Nonparametric causal structure learning in high dimensions

TL;DR

This paper introduces nonparametric variants of causal structure learning algorithms that use conditional distance covariance, enabling consistent high-dimensional learning beyond Gaussian assumptions.

Contribution

It develops nonparametric versions of PC-stable and FCI-stable algorithms using CdCov, with proven high-dimensional consistency for general distributions.

Findings

Algorithms perform comparably to Gaussian-based methods on Gaussian data.

Proposed methods outperform in non-Gaussian models.

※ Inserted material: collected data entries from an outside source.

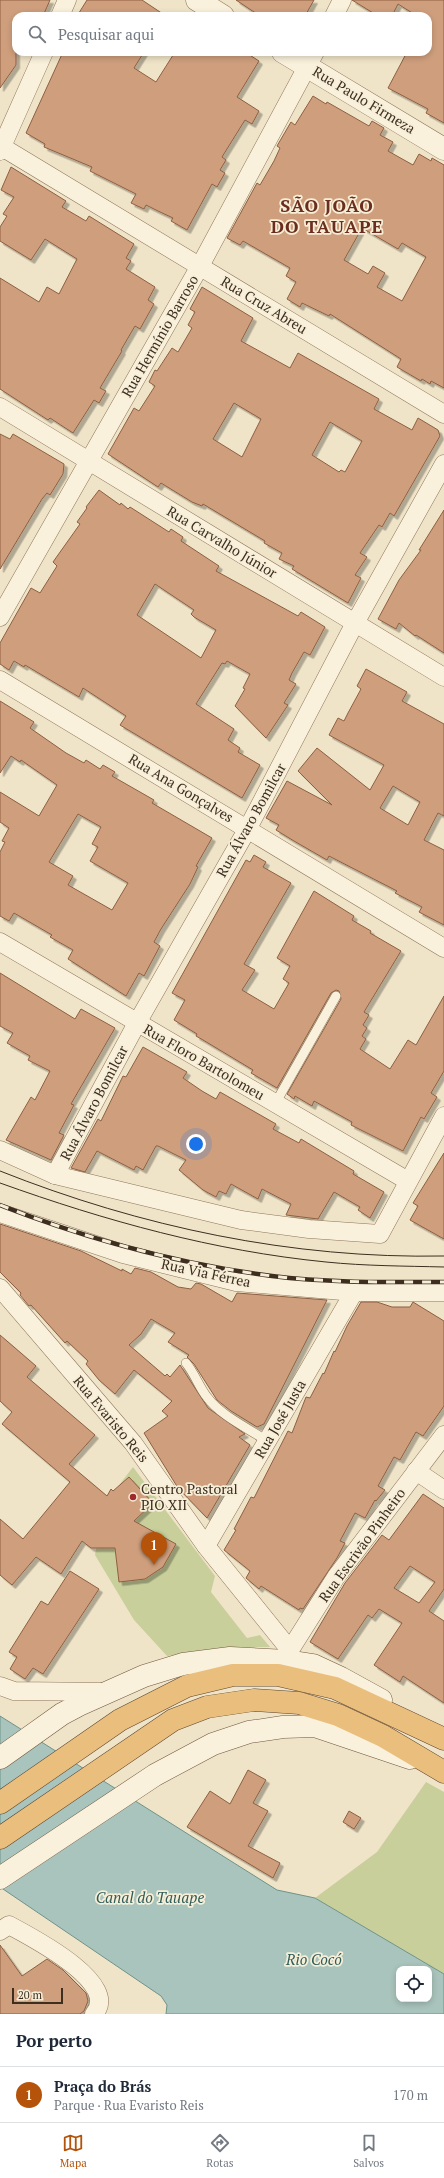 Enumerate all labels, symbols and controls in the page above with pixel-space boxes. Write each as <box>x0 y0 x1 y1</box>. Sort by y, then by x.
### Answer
search box <box>12 12 432 56</box>
icon: search <box>26 23 48 45</box>
text: Pesquisar aqui <box>58 24 154 44</box>
street label: Rua Paulo Firmeza <box>310 61 419 138</box>
district label: SÃO JOÃO DO TAUAPE <box>271 193 383 238</box>
street label: Rua Hermínio Barroso <box>117 271 202 400</box>
street label: Rua Cruz Abreu <box>218 271 311 338</box>
street label: Rua Carvalho Júnior <box>164 501 281 582</box>
street label: Rua Ana Gonçalves <box>125 749 237 826</box>
street label: Rua Álvaro Bomilcar <box>211 759 290 880</box>
street label: Rua Floro Bartolomeu <box>140 1019 268 1104</box>
street label: Rua Álvaro Bomilcar <box>55 1041 132 1163</box>
your location <box>186 1134 206 1154</box>
street label: Rua Via Férrea <box>160 1254 252 1291</box>
street label: Rua Evaristo Reis <box>69 1371 153 1466</box>
street label: Rua José Justa <box>249 1376 310 1461</box>
place label: Centro Pastoral PIO XII <box>141 1479 238 1514</box>
street label: Rua Escrivão Pinheiro <box>314 1484 410 1606</box>
marker: Centro Pastoral PIO XII <box>128 1492 138 1502</box>
pin: 1 <box>141 1532 167 1565</box>
water label: Canal do Tauape <box>96 1887 204 1907</box>
water label: Rio Cocó <box>285 1949 342 1969</box>
map controls <box>396 1966 432 2002</box>
button: locate <box>396 1966 432 2002</box>
scale bar <box>12 1986 63 2005</box>
text: 20 m <box>18 1988 42 2002</box>
text: Por perto <box>16 2029 92 2052</box>
text: Praça do Brás <box>54 2076 151 2096</box>
text: 1 <box>25 2086 33 2104</box>
text: 170 m <box>393 2086 428 2104</box>
text: Parque · Rua Evaristo Reis <box>54 2096 204 2114</box>
tab: Mapa <box>60 2132 87 2170</box>
tab: Rotas <box>206 2132 234 2170</box>
tab: Salvos <box>353 2132 384 2170</box> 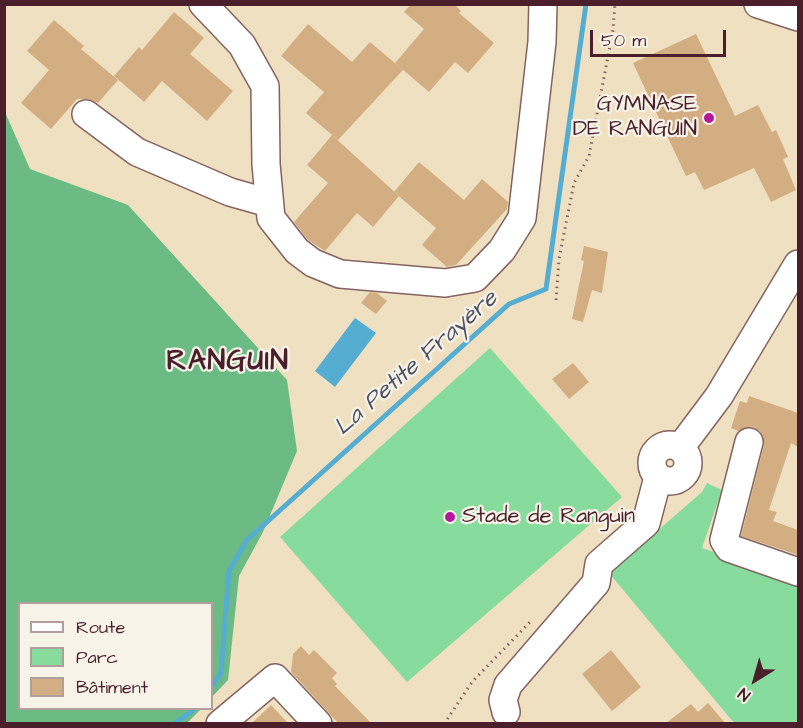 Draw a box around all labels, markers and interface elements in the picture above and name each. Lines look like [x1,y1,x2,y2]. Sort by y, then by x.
scale bar [593,18,730,56]
text: 50 m [601,28,646,53]
place label: GYMNASE DE RANGUIN [573,92,697,144]
marker: GYMNASE DE RANGUIN [702,111,716,125]
water label: La Petite Frayère [330,285,504,443]
district label: RANGUIN [167,346,289,380]
place label: Stade de Ranguin [462,504,635,530]
marker: Stade de Ranguin [443,510,457,524]
legend [18,602,213,710]
text: Route [76,615,125,640]
text: Parc [76,645,118,670]
north arrow [725,650,785,710]
text: Bâtiment [76,675,148,700]
text: N [734,683,755,706] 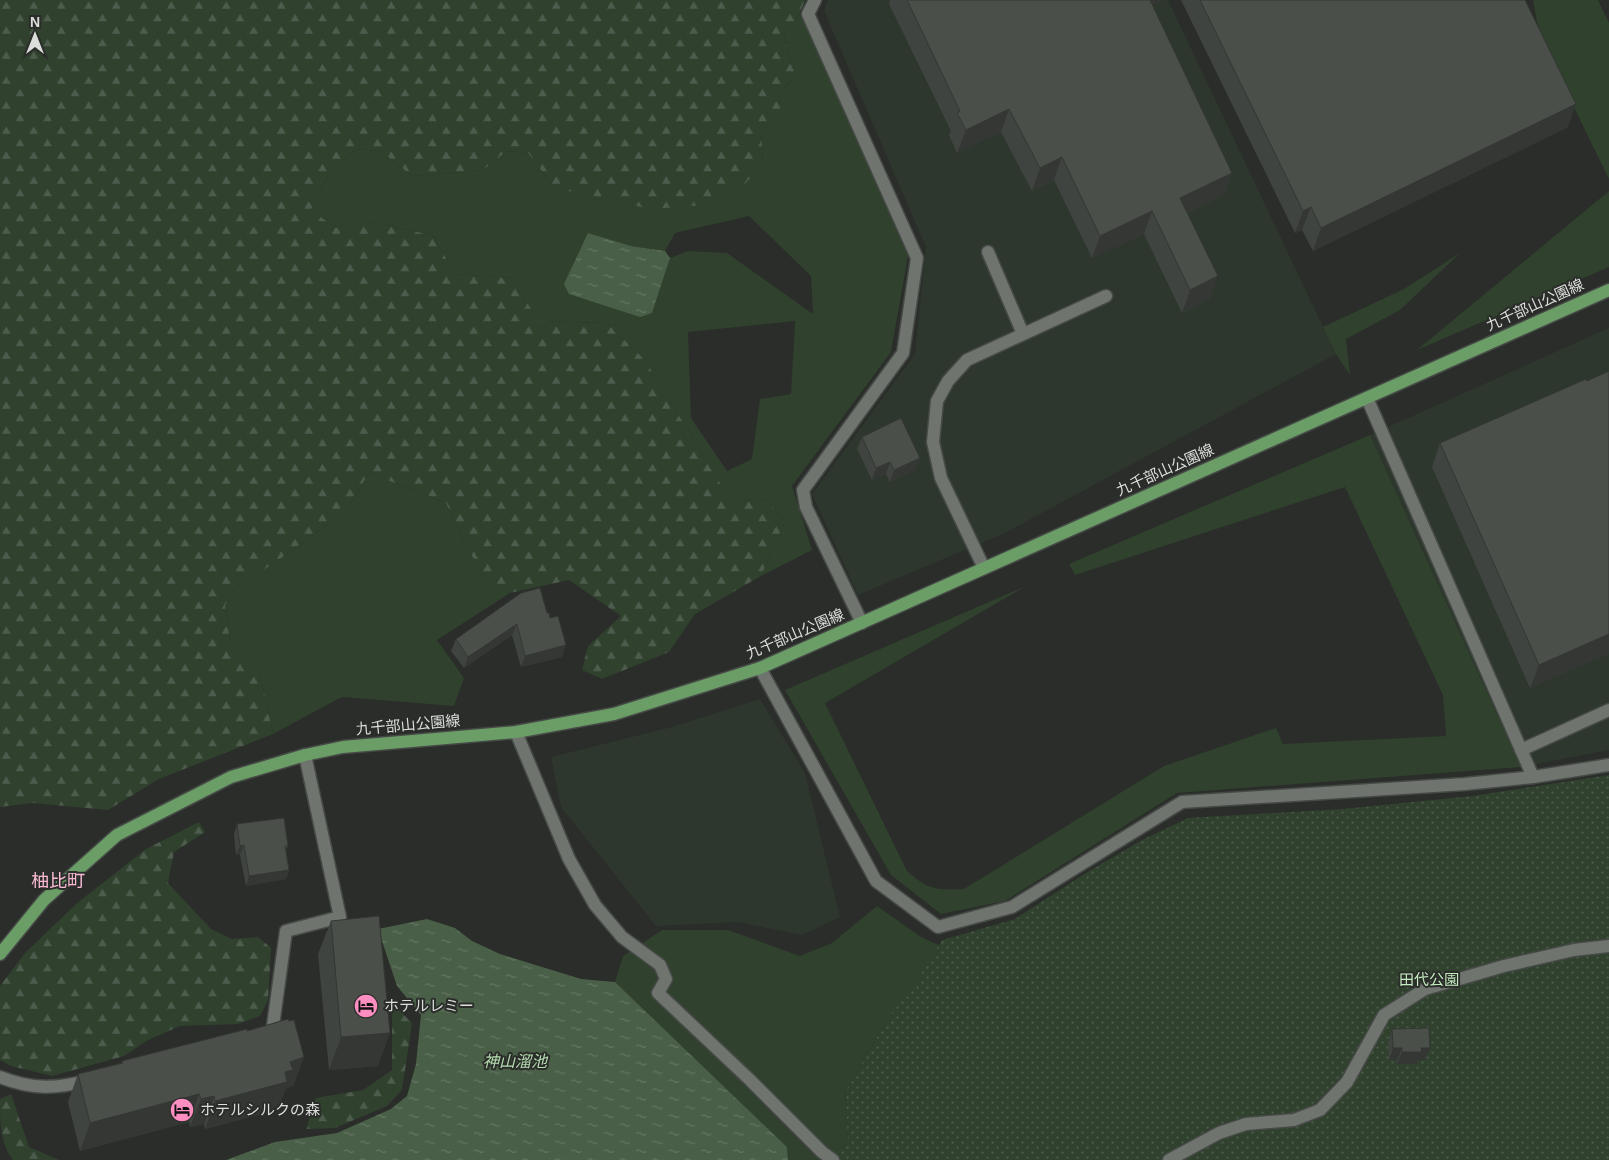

Theoretical guarantees extend to broader distribution classes.

Abstract

The PC and FCI algorithms are popular constraint-based methods for learning the structure of directed acyclic graphs (DAGs) in the absence and presence of latent and selection variables, respectively. These algorithms (and their order-independent variants, PC-stable and FCI-stable) have been shown to be consistent for learning sparse high-dimensional DAGs based on partial correlations. However, inferring conditional independences from partial correlations is valid if the data are jointly Gaussian or generated from a linear structural equation model -- an assumption that may be violated in many applications. To broaden the scope of high-dimensional causal structure learning, we propose nonparametric variants of the PC-stable and FCI-stable algorithms that employ the conditional distance covariance (CdCov) to test for conditional independence relationships. As the key theoretical contribution, we prove that the high-dimensional consistency of the PC-stable and FCI-stable algorithms carry over to general distributions over DAGs when we implement CdCov-based nonparametric tests for conditional independence. Numerical studies demonstrate that our proposed algorithms perform nearly as good as the PC-stable and FCI-stable for Gaussian distributions, and offer advantages in non-Gaussian graphical models.